**DIRECTIONS**:
For the entries that follow, count the lines containing the string "fractalNoise" and write only the number.

**TASK DATA**:
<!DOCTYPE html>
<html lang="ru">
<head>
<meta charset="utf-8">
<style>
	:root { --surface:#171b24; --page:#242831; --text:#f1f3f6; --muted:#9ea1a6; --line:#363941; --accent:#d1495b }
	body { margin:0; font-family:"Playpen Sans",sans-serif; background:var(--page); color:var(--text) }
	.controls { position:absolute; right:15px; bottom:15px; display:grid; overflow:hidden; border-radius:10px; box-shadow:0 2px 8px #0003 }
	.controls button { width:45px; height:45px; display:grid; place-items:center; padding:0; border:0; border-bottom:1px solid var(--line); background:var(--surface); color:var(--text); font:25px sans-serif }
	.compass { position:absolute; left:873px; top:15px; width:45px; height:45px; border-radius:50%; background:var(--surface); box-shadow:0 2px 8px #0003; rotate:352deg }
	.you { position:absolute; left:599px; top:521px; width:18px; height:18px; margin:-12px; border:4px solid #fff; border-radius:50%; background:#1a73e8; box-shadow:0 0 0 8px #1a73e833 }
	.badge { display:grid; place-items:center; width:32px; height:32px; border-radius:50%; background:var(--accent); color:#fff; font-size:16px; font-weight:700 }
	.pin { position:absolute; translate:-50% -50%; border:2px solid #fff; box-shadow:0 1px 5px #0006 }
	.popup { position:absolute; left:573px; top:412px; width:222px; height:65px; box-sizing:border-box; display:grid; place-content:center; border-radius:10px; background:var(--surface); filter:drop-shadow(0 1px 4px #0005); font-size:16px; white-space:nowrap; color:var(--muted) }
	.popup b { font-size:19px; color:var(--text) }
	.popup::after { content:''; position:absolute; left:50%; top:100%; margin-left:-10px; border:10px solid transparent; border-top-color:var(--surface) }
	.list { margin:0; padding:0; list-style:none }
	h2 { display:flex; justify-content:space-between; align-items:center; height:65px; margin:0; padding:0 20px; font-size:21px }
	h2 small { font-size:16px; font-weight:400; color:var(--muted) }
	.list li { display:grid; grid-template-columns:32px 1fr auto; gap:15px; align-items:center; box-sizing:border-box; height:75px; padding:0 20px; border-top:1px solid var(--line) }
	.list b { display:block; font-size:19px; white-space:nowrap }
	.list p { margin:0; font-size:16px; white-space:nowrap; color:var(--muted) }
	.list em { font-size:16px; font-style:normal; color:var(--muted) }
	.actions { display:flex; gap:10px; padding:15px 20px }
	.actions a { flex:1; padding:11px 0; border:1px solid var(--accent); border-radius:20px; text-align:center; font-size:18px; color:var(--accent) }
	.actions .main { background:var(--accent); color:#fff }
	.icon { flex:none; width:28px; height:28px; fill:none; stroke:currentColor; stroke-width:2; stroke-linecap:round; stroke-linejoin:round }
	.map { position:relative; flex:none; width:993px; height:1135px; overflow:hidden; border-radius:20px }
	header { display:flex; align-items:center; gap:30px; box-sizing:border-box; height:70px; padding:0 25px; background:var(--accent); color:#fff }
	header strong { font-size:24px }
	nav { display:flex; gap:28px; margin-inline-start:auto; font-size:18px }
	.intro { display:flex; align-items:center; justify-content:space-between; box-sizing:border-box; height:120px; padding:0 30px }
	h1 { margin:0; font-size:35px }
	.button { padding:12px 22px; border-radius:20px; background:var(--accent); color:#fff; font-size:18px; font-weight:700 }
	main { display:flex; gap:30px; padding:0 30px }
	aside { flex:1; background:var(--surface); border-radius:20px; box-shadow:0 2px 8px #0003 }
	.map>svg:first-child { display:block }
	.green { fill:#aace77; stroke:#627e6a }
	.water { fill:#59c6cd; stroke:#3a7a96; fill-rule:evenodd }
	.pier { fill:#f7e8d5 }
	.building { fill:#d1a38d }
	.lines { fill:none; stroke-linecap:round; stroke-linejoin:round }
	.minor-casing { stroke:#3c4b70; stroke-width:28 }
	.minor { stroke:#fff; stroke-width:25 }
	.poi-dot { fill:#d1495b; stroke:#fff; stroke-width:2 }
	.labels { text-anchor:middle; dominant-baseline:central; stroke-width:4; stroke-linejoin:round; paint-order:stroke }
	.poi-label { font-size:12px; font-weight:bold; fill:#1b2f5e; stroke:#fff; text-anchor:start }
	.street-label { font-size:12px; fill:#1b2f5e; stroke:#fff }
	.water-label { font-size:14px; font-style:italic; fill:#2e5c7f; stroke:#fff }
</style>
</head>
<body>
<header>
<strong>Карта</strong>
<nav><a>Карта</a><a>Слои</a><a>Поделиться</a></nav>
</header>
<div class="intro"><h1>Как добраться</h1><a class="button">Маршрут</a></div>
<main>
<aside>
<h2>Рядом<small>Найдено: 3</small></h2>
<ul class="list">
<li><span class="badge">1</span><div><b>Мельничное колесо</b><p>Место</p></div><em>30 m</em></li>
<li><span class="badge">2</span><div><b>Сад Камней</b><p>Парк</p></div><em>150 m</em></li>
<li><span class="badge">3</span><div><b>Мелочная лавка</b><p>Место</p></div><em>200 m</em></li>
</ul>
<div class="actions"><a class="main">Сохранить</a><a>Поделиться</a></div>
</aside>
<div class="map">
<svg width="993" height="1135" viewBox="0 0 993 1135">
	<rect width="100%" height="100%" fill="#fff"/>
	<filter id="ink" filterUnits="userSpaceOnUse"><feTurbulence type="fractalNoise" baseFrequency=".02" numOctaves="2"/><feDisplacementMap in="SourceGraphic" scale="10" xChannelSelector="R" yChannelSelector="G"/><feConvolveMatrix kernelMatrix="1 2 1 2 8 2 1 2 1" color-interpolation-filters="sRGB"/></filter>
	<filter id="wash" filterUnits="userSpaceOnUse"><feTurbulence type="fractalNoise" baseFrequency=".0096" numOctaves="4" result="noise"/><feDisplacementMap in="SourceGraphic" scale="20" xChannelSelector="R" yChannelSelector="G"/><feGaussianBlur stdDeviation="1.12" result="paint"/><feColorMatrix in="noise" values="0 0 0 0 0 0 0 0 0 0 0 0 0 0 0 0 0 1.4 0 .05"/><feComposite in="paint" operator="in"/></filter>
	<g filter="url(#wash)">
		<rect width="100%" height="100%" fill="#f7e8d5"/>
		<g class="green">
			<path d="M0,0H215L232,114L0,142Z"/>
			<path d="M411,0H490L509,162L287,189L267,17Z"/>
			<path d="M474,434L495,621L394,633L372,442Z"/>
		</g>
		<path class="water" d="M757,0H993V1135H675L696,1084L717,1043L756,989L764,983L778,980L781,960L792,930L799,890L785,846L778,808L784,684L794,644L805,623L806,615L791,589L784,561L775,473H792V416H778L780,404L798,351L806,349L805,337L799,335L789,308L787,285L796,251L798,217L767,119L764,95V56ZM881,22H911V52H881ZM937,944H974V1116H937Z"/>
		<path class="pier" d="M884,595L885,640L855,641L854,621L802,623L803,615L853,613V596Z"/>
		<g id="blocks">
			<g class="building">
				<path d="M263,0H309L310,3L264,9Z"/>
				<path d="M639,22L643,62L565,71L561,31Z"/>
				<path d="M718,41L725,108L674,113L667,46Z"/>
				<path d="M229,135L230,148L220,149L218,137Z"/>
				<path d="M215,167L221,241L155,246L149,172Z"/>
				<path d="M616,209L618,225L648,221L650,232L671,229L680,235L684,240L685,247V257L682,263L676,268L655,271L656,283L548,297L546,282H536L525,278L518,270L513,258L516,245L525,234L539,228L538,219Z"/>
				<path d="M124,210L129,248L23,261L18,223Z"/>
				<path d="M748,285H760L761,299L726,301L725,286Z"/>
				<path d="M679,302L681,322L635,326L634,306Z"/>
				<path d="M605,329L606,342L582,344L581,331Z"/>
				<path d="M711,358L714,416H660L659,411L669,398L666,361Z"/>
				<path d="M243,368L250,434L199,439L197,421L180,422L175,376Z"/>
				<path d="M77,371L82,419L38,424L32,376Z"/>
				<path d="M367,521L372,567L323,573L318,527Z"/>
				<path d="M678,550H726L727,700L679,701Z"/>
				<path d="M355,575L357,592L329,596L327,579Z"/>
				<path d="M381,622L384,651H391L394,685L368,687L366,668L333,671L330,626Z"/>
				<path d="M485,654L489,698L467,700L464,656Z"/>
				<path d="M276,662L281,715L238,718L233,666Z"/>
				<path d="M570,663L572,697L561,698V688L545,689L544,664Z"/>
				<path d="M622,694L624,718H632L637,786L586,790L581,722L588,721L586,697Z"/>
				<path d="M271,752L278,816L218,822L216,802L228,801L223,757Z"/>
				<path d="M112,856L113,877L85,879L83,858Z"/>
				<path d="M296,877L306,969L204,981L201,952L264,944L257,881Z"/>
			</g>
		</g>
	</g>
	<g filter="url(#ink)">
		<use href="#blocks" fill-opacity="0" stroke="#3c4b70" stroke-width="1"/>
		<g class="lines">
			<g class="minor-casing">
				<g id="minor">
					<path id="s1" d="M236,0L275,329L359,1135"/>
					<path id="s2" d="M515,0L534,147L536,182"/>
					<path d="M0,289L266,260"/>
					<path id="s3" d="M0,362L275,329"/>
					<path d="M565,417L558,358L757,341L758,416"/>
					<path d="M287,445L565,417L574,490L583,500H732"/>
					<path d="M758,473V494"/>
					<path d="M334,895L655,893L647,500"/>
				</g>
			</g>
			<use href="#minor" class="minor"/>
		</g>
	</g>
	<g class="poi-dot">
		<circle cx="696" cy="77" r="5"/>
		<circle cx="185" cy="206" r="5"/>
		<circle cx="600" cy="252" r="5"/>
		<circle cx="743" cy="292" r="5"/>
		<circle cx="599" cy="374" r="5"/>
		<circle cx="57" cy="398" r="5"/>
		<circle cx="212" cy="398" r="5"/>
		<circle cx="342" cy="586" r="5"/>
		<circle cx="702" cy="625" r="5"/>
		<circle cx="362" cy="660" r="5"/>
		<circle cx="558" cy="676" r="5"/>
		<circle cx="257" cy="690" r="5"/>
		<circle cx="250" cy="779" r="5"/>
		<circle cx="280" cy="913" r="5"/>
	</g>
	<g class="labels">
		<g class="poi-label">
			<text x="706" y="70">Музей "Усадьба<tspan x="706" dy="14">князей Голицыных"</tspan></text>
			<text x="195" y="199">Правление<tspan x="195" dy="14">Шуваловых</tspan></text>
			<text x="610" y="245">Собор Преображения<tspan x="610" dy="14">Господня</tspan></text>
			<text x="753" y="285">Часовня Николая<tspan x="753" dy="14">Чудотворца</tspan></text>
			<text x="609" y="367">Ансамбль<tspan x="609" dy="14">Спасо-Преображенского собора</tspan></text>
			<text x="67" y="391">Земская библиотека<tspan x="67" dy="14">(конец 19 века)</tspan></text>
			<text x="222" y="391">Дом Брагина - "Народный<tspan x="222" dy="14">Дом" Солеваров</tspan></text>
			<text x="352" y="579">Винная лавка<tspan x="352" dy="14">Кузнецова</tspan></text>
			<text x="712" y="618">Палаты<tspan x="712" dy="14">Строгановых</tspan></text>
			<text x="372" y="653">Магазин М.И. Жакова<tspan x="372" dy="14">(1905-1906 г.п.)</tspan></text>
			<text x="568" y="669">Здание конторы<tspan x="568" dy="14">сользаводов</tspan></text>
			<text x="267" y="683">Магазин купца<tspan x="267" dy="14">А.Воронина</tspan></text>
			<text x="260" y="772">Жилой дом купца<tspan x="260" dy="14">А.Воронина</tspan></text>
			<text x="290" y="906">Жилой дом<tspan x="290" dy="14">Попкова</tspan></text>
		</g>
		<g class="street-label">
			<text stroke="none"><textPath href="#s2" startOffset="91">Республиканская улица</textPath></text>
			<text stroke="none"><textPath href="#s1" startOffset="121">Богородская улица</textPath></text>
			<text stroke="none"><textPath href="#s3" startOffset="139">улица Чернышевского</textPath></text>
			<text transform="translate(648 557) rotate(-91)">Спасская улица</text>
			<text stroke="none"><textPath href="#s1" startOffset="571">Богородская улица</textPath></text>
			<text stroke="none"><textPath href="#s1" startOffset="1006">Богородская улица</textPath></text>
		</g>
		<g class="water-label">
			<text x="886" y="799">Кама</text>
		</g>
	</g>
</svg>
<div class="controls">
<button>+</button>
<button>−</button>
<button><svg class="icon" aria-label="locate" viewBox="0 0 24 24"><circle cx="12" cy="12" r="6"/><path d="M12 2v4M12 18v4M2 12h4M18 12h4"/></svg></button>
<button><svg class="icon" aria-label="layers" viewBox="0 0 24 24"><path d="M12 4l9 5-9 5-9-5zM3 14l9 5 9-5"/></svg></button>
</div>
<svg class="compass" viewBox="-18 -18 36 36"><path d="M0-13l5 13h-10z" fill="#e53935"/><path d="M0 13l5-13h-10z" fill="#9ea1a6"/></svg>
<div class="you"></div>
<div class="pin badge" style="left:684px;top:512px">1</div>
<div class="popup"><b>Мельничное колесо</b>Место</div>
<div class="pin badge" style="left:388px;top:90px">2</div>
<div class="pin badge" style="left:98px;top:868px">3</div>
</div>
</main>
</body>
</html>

**YOUR RESPONSE**:
2